Imam Malik menggunakan al-Qur’an sebagai sumber pertama dalam menyelesaikan suatu hukum karena al-Qur’an itu baik lafal dan maknanya bersumber langsung dari Allah, sedangkan Rasul itu hanya membaca dan menyampaikan saja.[15]
2. Sunnah
Menurut para ahli ushul fiqh sunnah adalah semua yang berkaitan dengan masalah hukum yang dinisbahkan kepada Rasulullah saw, baik perkataan, perbuatan, maupun sikap

10
beliau terhadap suatu peristiwa.[16]Dalam berpegang kepada sunnah sebagai dasar hukum, Imam Malik mengikuti cara yang dilakukannya dalam berpegang kepada al-Quran. Apabila
dalil Syar’i menghendaki adanya penta’wilan, maka yang dijadikan pegangan adalah arti ta’wil tersebut. Apabila terdapat pertentangan antara ma’na zhahir alquran dengan ma’na yang terkandung dalam sunnah, sekalipun zhahir (jelas), maka yang dipegang adalah ma’na zhahir al-quran. Tetapi apabila ma’na yang dikandung oleh al-sunnah tersebut dikuatkan oleh ijma’ ahl-Madinah, maka ia lebih mengutamakan makna yang terkandung dalam sunnah daripada zhahir al- Quran (sunnah yang dimaksut disini adalah sunnah al-Mutawatirah atau almasyurah). Sunnah yang digunakan Imam Malik :
    1.     Sunnah Mutawatir.
    2.     Sunnah Masyhur, yaitu baik kemasyhurannya itu di tingkat tabi’in ataupun tabi’ at-tabi’in. tingkat kemasyhuran setelah generasi tersebut di atas tidak dapat dipertimbangkan lagi.

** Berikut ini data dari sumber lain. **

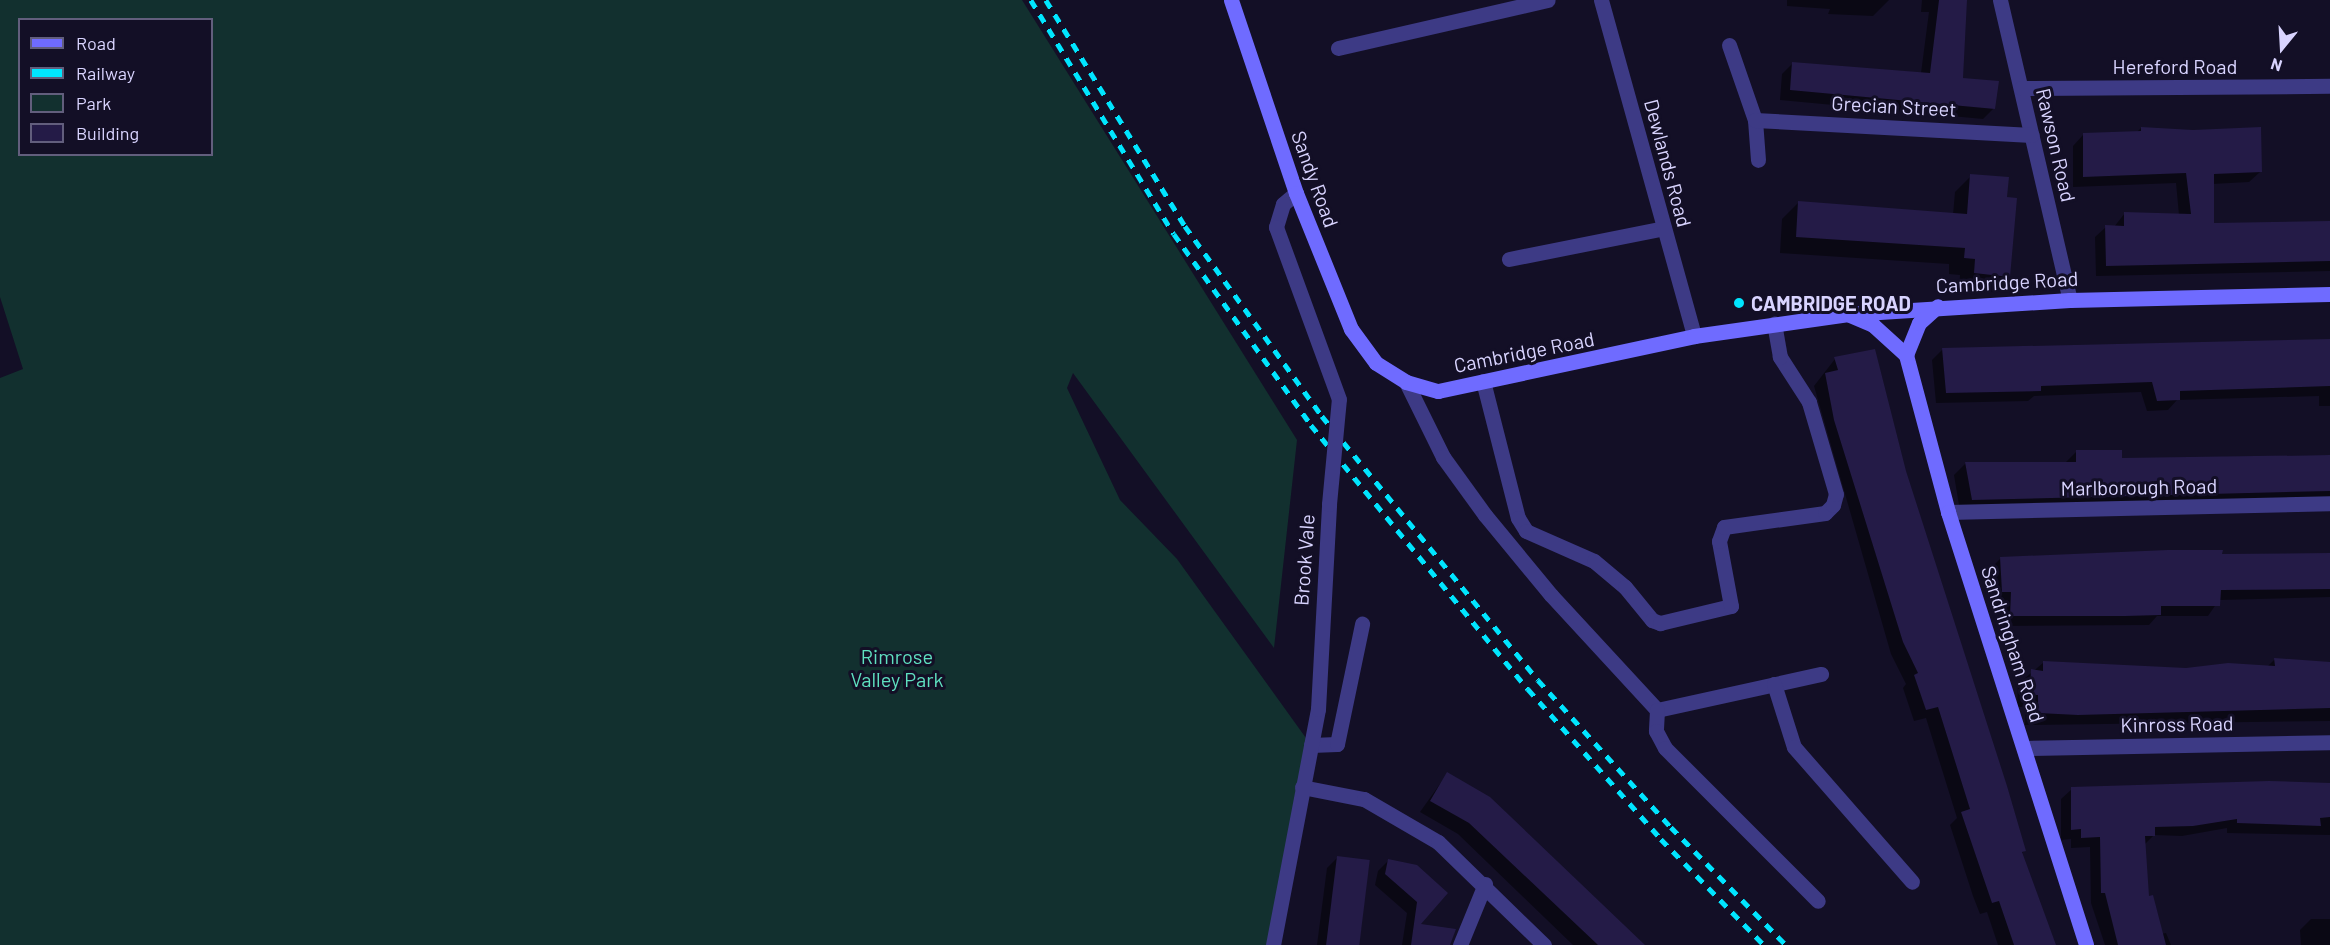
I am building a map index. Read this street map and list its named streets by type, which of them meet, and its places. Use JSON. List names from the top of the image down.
{
  "streets": {
    "main road": ["Sandy Road", "Cambridge Road", "Sandringham Road"],
    "street": [
      "Hereford Road",
      "Grecian Street",
      "Rawson Road",
      "Dewlands Road",
      "Marlborough Road",
      "Brook Vale",
      "Kinross Road"
    ]
  },
  "crossings": [
    ["Hereford Road", "Rawson Road"],
    ["Grecian Street", "Rawson Road"],
    ["Rawson Road", "Cambridge Road"],
    ["Dewlands Road", "Cambridge Road"],
    ["Sandy Road", "Cambridge Road"],
    ["Sandy Road", "Brook Vale"],
    ["Marlborough Road", "Sandringham Road"],
    ["Sandringham Road", "Kinross Road"]
  ],
  "parks": ["Rimrose Valley Park"],
  "places": ["CAMBRIDGE ROAD"],
  "legend": [
    "Road",
    "Railway",
    "Park",
    "Building"
  ],
  "north": "bottom"
}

    3.     Khabar ahad, yang didahului atas praktek penduduk Madinah dan qiyas. Akan tetapi kadang-kadang khabar ahad bisa tertolak oleh qiyas dan maslahat.
Imam Malik menggunakan as-Sunnah setelah al-Qur’an, karena Sunnah itu berfungsi sebagai penjelas atau mengkhususkan yang umum dari al-Qur’an, menambah hukum-hukum yang ada dalam al-Qur’an dan memberi hokum tersendiri yang tidak terdapat dalam al-Qur’an.[17]

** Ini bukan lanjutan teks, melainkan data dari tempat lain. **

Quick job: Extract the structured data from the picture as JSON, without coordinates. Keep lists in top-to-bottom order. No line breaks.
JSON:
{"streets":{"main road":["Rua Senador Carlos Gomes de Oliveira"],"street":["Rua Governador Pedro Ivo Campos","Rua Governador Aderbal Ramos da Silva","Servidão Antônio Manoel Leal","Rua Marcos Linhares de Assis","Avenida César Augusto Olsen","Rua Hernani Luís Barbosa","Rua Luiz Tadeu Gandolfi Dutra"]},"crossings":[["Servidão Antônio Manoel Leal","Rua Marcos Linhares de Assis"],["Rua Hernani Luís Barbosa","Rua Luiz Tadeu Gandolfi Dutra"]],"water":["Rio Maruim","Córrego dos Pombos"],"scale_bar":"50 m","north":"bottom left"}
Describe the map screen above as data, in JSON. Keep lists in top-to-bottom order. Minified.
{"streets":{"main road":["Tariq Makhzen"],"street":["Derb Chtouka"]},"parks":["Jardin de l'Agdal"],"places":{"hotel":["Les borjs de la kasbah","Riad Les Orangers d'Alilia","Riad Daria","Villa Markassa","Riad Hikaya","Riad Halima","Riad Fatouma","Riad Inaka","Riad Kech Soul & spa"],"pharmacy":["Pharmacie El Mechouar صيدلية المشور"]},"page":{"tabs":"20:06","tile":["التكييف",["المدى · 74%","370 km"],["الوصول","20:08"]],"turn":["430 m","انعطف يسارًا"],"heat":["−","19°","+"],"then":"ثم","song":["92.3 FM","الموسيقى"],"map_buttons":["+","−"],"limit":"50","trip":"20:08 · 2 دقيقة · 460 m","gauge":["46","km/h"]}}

Maka dari itu Imam Malik menjadikan as-Sunnah sebagai hukum atau dalil setelah al-Qur’an.
3. Ijma’ alh-Madinah
Jumhur ulama berpendapat ijma’ merupakan hujjah yang bersifat Qath’i(pasti), artinya merupakan dasar penetapan hukum yang bersifat mengikat dan wajib dipatuhi dan diamalkan. Itulah sebabnya jumhur ulama menempatkan ijma’sebagai sumber dalil hukum yang ketiga setelah al-quran dan sunnah.
Menurut Ibn Taimiyah, yang dimaksut Ijma’ ahl al-madinah tersebut adalah ijma’ ahl al-madinah pada masa lampau yang menyaksikan amalan-amalan yang berasal dari Nabi saw. Sedangkan kesepakatan ahl al-Madinah yang hidup kemudian, sama sekali bukan merupakan hujjah. Ijma’ ahl al-madinah yang asalnya dari al-Naql, sudah kesepakatan seluruh kaum Muslim sebagai hujjah.24

11
Imam Malik menjadikan hujjah amalan ahli Madinah dengan argumentasi bahwa amalan tersebut tidak mungkin ada kecuali bersumber dari Nabi saw. Yaitu apa yang telah disepakati oleh orang-orang Islam, maka Imam Malik berpendapat bahwa mengamalkannya adalah lebih kuat dengan dii’tibarkan sebagai amal dari Nabi yang demikian dimaksud sebagai khabar.[18]Di kalangan mazhab Maliki, ijma’ ahl al-madinah lebih diutamakan daripada khabar ahad, sebab ijma’ ahl al-Madinah merupakan pemberian oleh jama’ah, sedangkan khabar ahad hanya merupakan pemberian perorangan.26
    4.          Qaul Ash-Shahabi
Sebagian ulama ushul fiqh menyebut istilah Qaul Ash-Shahabi dengan istilah mazhab as-Shahabi sebenarnya kedua istilah ini tidak sama persis sama maknanya. Yang dimaksud Qaul Ash-Shahabi ialah pendapat hukum yang dikemukakan oleh seseorang atau beberapa orang shahabat Rasulullah saw secara individu tentang sesuatu hukum syara’ yang tidak terdapat ketentuannya baik dalam Al-quran atau sunnah. Sejarah membuktikan Qaul Shahabat merupakan hukum mengenai peristiwa-peristiwa hukum yang terjadi setelah wafatnya Rasulullah saw yang tidak terdapat ketentuan hukumnya dalam Al-Quran dan sunnah. Akan tetapi harus dikatakan sebagaimana layaknya suatu komunitas masyarakat tidak semua shahabat ahli hukum islam.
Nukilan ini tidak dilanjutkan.